Aim of the task
Every line of the records below that holds the word "number" should be copied out.

Stored data entries

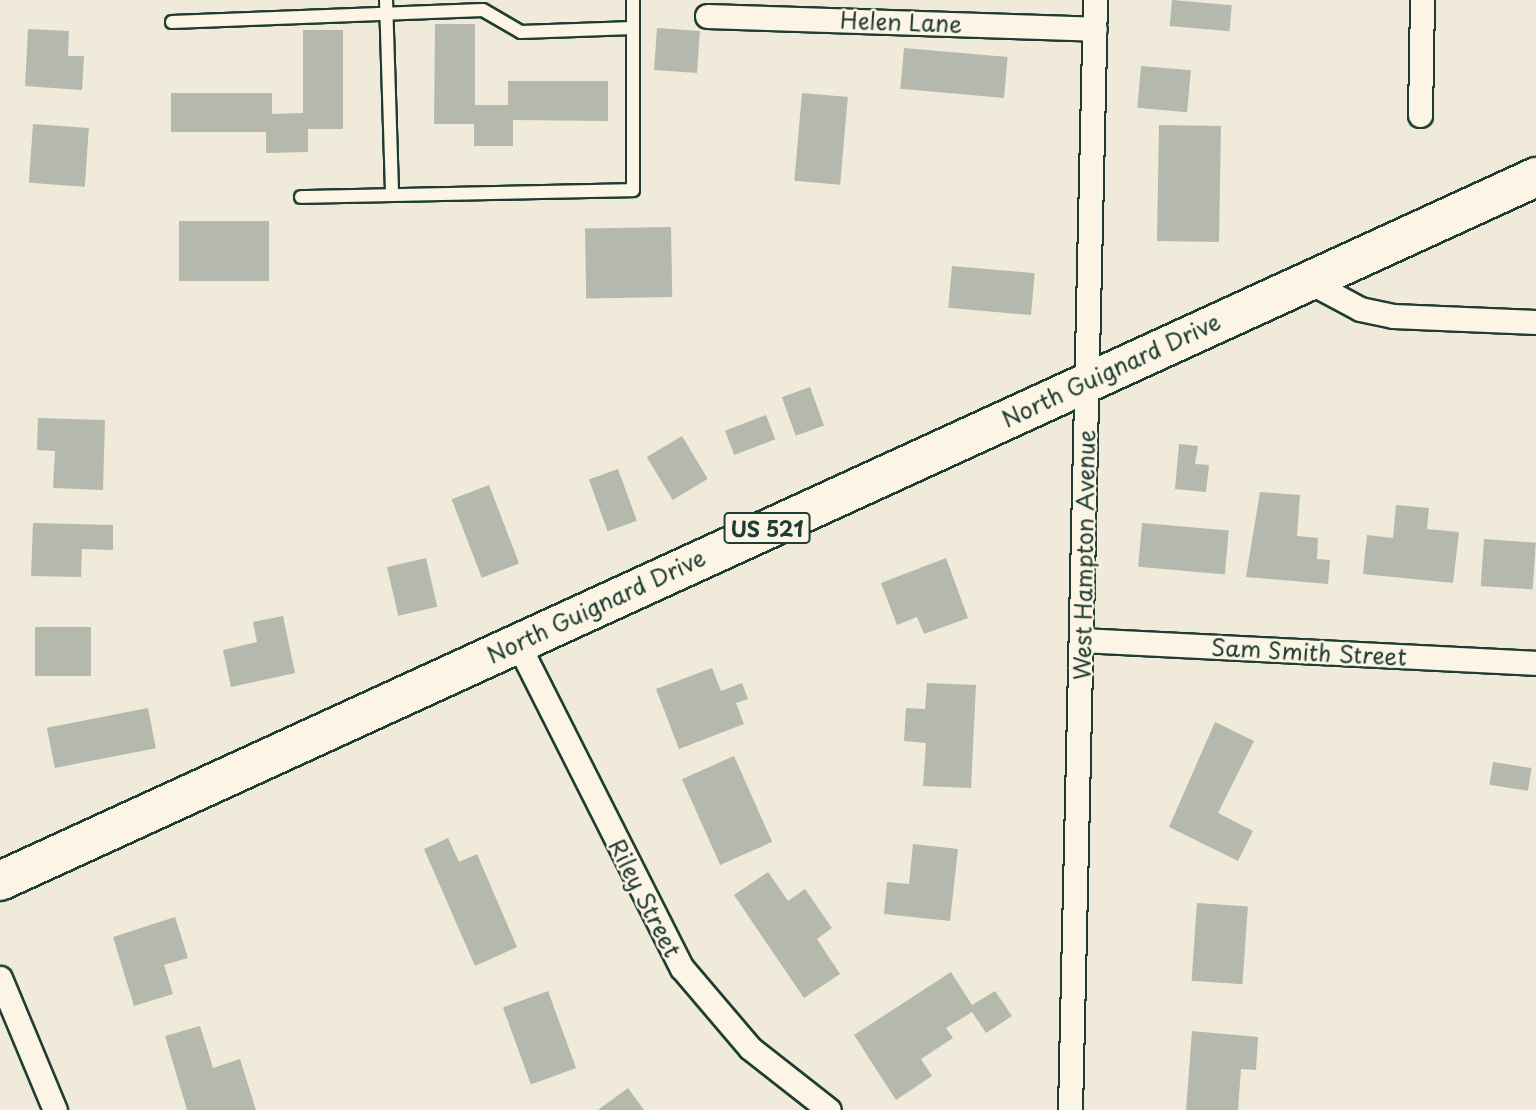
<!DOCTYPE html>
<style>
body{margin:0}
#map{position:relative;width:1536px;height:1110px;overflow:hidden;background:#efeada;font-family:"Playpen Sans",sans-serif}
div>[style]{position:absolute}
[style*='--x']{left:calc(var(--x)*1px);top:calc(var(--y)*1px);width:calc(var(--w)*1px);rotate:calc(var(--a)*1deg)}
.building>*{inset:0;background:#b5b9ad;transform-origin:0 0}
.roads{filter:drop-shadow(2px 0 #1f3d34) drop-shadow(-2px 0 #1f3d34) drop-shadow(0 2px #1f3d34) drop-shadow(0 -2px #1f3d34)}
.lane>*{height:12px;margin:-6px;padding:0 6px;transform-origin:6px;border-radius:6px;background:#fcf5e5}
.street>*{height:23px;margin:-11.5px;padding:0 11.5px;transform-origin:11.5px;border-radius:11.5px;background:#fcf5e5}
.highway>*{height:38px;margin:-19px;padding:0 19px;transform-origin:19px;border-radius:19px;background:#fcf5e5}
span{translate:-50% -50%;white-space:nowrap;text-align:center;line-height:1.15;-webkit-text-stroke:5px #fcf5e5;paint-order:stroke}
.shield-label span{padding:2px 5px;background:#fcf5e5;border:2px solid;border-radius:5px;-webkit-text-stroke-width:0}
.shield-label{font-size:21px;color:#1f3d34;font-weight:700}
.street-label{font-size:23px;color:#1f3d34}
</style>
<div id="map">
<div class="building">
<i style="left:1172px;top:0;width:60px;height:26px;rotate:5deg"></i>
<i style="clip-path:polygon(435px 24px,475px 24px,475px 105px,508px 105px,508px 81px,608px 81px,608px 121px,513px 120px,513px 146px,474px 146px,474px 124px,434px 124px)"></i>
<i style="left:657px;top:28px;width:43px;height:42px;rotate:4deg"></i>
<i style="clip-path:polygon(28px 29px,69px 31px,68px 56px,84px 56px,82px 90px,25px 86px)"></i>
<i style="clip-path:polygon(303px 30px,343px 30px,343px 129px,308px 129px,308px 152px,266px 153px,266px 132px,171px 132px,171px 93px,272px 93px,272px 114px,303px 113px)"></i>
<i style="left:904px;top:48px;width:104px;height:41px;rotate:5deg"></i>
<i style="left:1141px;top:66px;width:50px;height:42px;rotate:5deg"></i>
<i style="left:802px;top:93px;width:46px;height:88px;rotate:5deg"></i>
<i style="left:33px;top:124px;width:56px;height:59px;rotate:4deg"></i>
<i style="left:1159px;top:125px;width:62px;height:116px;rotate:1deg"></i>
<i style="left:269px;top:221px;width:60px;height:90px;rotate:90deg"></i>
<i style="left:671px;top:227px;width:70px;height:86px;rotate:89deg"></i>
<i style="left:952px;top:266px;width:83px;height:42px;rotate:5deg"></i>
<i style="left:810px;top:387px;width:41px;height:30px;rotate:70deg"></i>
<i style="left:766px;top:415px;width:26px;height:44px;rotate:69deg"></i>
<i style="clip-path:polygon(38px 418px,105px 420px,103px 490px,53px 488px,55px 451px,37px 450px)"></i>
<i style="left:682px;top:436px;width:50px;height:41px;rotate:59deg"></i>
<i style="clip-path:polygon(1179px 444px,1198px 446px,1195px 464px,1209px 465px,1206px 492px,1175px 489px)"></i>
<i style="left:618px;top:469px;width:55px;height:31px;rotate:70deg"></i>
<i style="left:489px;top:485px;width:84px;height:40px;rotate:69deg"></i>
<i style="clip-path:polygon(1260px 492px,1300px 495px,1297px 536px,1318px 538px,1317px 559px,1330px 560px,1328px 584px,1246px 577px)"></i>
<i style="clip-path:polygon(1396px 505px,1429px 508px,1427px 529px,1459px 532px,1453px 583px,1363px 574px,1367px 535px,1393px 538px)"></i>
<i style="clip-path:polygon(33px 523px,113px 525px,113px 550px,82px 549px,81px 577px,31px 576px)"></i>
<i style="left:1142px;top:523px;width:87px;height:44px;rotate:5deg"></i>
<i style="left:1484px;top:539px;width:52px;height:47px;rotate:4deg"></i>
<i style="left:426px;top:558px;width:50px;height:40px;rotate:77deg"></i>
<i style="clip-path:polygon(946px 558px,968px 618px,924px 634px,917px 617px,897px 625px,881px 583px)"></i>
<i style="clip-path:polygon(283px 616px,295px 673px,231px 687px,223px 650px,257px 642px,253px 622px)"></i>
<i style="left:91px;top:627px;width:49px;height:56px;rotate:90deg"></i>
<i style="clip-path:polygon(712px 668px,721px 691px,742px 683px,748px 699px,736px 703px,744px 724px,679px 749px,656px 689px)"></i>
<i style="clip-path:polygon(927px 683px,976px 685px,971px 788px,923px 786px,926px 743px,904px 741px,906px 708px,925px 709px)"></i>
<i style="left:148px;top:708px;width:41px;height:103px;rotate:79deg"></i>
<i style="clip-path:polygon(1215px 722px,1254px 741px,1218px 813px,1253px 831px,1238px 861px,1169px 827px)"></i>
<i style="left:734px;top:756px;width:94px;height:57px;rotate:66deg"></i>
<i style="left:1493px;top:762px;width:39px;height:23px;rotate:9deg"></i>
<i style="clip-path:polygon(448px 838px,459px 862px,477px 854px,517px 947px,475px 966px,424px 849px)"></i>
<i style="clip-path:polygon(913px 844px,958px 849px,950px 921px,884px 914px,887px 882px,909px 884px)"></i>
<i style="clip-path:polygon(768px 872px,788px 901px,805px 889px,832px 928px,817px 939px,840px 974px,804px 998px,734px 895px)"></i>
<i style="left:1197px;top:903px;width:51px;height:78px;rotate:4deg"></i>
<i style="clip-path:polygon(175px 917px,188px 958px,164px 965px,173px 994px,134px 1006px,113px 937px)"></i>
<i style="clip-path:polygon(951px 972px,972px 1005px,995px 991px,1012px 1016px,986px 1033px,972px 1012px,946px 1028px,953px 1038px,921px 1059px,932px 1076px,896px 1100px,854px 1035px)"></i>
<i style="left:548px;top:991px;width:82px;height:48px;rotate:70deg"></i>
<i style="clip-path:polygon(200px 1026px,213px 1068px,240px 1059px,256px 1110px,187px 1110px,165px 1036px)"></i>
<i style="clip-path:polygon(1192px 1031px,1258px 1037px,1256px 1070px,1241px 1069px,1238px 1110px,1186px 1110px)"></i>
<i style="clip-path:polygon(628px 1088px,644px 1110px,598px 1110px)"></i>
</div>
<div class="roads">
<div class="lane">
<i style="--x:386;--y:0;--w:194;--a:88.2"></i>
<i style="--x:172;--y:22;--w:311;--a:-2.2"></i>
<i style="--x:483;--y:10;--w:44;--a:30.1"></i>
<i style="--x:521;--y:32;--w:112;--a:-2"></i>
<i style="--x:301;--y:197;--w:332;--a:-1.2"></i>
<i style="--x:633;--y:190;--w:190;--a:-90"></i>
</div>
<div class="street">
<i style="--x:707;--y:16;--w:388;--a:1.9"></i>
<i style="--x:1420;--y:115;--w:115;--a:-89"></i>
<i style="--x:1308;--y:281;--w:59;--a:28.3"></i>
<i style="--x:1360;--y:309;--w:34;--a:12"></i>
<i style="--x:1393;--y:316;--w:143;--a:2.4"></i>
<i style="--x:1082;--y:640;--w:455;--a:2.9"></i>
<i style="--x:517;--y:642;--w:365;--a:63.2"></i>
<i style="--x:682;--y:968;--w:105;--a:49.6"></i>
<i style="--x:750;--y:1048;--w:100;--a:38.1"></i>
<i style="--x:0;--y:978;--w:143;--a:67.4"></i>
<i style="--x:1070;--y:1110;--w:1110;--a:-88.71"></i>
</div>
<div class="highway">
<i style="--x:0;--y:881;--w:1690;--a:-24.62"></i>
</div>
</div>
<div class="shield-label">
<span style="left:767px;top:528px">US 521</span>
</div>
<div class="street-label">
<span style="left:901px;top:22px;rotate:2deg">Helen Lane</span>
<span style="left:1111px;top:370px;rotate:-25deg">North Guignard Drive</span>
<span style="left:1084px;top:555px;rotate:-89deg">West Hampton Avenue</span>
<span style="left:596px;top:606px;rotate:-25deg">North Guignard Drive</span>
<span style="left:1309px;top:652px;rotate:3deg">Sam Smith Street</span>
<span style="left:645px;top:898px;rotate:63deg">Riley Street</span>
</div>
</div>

--

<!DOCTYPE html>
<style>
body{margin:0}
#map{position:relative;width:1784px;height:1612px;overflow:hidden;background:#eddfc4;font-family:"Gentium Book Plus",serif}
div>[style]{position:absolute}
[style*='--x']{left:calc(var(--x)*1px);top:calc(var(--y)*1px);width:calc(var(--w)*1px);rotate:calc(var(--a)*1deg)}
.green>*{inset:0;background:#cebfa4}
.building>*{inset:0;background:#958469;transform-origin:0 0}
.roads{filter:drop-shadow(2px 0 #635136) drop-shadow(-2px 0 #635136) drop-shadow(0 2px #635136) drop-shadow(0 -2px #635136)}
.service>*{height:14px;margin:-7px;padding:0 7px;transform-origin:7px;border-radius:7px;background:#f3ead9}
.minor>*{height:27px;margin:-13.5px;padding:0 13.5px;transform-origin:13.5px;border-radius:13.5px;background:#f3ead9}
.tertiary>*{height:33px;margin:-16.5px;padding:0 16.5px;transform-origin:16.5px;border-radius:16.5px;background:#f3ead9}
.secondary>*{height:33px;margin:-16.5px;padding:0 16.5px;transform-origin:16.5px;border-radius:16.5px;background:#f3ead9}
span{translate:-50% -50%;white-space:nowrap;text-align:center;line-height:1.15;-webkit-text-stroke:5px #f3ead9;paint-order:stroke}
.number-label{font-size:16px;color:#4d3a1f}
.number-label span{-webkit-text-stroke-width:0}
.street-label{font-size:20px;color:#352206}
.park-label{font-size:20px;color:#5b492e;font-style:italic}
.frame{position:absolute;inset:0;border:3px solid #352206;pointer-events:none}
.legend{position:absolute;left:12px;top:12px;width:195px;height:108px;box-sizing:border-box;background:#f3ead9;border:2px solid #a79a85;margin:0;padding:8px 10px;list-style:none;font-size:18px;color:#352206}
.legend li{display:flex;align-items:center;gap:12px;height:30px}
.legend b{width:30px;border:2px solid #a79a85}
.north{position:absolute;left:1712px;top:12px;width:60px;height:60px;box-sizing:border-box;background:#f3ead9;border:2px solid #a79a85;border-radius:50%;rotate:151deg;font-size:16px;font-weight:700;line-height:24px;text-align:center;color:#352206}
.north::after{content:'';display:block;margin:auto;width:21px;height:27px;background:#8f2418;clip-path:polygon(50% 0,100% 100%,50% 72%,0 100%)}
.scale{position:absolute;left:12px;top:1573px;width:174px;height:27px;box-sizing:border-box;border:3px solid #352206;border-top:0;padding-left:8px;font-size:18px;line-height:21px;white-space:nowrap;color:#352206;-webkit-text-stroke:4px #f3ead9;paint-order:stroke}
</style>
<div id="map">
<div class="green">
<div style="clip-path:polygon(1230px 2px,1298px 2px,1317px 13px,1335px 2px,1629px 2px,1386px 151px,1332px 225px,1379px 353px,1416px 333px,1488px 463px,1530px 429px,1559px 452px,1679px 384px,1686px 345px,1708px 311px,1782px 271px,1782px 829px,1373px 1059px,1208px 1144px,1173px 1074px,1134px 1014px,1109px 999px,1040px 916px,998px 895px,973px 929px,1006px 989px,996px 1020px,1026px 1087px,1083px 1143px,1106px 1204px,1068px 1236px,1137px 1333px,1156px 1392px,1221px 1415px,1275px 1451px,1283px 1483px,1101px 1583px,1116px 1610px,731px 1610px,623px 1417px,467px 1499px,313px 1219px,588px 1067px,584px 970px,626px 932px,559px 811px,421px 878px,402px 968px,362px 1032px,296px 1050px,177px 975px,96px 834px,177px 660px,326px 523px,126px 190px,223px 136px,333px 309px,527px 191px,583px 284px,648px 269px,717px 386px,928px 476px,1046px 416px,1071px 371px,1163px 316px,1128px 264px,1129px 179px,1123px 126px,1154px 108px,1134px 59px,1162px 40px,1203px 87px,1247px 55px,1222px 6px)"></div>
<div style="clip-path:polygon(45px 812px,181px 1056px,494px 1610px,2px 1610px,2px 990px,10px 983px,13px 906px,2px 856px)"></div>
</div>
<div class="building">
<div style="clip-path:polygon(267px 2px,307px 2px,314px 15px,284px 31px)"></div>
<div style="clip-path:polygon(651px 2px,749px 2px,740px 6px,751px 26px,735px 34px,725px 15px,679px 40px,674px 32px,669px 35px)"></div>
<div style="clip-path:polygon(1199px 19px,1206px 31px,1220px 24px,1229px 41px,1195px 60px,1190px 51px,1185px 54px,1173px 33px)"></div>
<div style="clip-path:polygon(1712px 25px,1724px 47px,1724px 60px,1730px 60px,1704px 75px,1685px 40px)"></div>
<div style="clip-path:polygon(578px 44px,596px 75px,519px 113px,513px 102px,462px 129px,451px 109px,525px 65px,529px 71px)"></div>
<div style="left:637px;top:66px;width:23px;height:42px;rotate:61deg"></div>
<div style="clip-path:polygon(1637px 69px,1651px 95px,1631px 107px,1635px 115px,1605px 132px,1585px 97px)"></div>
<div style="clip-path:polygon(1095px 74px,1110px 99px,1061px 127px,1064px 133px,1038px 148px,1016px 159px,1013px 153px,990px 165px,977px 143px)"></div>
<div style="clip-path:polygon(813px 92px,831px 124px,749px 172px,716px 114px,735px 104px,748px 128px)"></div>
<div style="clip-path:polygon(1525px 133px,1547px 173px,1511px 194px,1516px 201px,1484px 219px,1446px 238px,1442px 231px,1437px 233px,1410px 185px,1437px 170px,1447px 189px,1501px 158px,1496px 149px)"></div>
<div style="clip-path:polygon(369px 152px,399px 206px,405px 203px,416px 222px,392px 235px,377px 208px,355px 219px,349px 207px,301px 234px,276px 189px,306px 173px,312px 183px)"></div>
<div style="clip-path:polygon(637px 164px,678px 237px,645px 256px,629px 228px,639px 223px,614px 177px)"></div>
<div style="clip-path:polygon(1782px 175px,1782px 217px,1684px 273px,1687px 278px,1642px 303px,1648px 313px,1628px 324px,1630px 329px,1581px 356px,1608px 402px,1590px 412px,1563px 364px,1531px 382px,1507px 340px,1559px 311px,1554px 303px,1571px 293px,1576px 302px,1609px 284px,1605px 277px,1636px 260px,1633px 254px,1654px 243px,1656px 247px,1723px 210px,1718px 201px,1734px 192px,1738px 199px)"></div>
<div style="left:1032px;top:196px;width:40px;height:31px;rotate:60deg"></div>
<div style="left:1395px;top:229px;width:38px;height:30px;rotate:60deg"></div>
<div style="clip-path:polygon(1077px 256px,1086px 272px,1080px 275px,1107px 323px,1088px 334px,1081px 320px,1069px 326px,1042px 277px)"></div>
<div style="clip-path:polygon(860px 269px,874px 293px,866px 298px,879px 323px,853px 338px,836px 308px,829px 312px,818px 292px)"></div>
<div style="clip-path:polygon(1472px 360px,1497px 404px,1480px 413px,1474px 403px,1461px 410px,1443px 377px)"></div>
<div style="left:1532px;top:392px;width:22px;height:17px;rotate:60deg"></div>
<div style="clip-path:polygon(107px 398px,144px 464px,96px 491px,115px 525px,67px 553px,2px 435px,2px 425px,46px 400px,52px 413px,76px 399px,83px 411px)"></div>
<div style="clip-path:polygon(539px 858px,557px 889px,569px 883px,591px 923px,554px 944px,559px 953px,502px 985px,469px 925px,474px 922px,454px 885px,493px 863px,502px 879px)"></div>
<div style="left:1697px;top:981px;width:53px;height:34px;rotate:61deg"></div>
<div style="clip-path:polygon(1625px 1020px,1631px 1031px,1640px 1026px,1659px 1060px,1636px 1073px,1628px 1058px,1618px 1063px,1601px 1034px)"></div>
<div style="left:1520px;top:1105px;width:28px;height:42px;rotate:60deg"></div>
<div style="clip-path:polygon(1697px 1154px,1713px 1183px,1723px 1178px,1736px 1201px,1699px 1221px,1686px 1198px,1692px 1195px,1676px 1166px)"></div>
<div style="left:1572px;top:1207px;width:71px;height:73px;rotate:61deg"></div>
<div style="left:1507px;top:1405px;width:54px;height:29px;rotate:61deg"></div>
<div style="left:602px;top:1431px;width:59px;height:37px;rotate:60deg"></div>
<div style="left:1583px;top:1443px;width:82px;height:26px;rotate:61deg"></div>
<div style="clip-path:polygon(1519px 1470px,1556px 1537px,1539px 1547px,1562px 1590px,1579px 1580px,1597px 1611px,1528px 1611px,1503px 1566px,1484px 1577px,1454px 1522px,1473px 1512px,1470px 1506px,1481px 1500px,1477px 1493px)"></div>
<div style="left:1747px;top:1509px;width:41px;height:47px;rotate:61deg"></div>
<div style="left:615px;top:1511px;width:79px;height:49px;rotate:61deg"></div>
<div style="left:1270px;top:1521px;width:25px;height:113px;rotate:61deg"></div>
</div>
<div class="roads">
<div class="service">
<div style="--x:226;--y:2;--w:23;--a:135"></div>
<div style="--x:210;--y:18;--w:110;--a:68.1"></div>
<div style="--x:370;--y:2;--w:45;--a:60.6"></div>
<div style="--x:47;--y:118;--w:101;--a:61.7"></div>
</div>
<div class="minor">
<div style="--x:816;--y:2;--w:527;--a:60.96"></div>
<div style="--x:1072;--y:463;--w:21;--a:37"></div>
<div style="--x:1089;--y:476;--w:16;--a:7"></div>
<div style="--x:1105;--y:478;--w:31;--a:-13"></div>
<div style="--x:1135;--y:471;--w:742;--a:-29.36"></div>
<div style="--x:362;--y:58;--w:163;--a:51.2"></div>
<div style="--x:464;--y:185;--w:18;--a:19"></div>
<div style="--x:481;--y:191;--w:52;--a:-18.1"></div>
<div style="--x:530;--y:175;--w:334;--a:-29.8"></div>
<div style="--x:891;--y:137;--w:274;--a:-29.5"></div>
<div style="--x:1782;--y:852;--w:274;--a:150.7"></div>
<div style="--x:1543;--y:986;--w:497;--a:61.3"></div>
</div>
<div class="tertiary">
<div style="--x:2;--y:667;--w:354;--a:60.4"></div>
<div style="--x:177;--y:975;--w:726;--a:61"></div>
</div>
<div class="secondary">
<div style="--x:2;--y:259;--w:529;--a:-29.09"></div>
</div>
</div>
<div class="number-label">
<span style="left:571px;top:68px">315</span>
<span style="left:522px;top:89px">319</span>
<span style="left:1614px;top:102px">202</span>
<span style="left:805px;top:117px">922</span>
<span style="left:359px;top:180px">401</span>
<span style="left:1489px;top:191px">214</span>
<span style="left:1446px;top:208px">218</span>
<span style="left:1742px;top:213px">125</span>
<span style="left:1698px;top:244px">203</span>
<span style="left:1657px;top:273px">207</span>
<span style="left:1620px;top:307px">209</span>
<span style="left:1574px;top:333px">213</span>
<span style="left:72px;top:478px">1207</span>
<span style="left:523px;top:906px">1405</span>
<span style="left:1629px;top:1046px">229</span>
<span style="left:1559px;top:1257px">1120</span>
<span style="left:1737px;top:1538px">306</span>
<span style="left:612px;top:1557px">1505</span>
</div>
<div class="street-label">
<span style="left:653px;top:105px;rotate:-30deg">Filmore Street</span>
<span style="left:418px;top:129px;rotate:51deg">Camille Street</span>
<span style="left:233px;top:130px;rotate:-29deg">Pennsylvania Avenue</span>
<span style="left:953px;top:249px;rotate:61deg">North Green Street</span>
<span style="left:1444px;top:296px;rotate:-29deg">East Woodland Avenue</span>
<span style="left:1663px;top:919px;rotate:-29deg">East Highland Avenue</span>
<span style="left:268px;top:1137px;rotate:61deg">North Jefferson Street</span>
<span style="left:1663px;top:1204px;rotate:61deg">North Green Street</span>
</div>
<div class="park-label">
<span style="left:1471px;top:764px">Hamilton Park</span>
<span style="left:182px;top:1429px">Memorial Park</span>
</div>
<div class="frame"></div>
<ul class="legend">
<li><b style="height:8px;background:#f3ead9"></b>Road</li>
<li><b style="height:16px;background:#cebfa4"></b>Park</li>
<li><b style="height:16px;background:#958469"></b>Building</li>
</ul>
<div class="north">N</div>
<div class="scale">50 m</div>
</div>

Answer space
.number-label{font-size:16px;color:#4d3a1f}
.number-label span{-webkit-text-stroke-width:0}
<div class="number-label">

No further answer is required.